Hospital-treated infections included events recorded in both inpatient and specialized outpatient visits. Disability progression was measured using the Expanded Disability Status Scale (EDSS), where a higher score indicates more severe disability.

People with progressive forms of MS, those starting a DMT at age 40 or older, and men were significantly more likely to have infections that required hospital care, regardless of the DMTs used.

Patients on rituximab had double the risk of inpatient-treated infections and a 26% higher risk of outpatient-treated infections than those on IFN/GA. Inpatient-treated infections in MS were linked to an average 0.19 point EDSS score increase.

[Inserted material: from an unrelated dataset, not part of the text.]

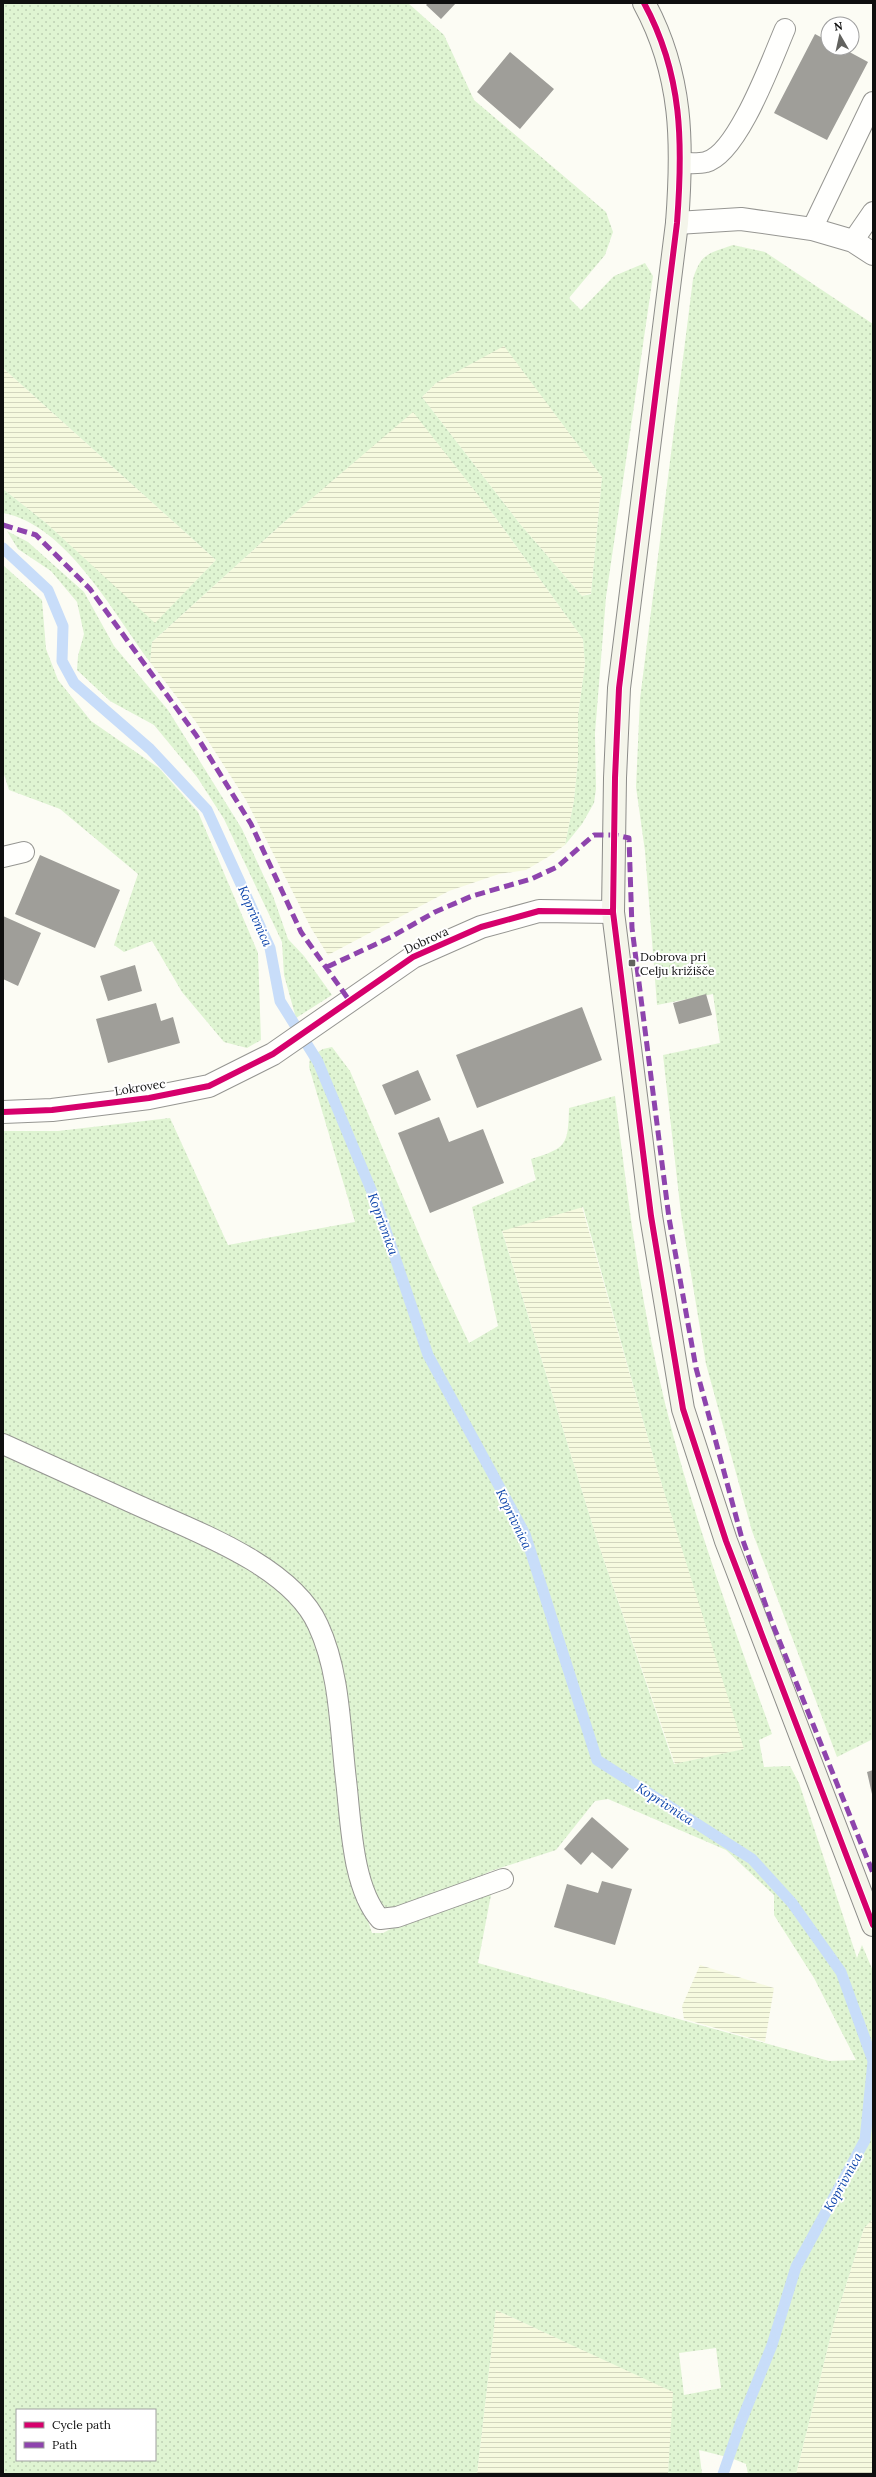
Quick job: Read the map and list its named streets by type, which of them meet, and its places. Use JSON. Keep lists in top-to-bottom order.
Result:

“The association between infections and EDSS was greater for inpatient- compared to outpatient-treated infections, suggesting a relationship between severity of [body-wide] inflammation and the risk of disability worsening,” wrote the researchers. They said further analyses showed the link between inpatient-treated infections and EDSS increase “was mainly driven by progressive MS and treatment episodes with IFN/GA.”

Differences in progressive MS, RRMS

The fact that the risk of disability worsening was significantly higher among those with progressive MS than those with RRMS suggested the body-wide immune activation “acting on underlying neurodegenerative processes [was] more prominent in those with a progressive disease course,” the researchers wrote.

Moreover, in people with RRMS, there were fewer events of disability worsening under treatment episodes with rituximab than with IFN/GA (10.1% vs. 18.9%). Also, fewer hospital-treated infections were linked to disability progression with rituximab (9.4% vs. 26.7%).

Further analyses adjusted for both relapses and MRI scan activity, which was more commonly seen with IFN/GA, showed inpatient-treated infections were significantly associated with a twofold higher risk of disability worsening in RRMS patients treated with IFN/GA. No such link was seen among those treated with rituximab.

This suggests while rituximab increases the risk of infections, it may better protect against relapse-independent disability worsening, perhaps because it’s more effective at controlling the disease, as shown by less disease activity on MRI scans.

“We corroborate earlier findings of an increased risk of infections with rituximab, compared with traditional self-injected platform therapies, and further demonstrate an association between infections and worsening of disability status,” the researchers wrote.

Accounting for infection risk when choosing MS treatments could help improve patients’ long-term outcomes, giving doctors valuable information to make better decisions that balance benefits and risks.

“These observations are important for evaluating the benefit-risk balance of MS DMTs and highlight the importance of risk mitigation and de-escalation strategies to optimize long-term outcomes in MS,” the researchers wrote.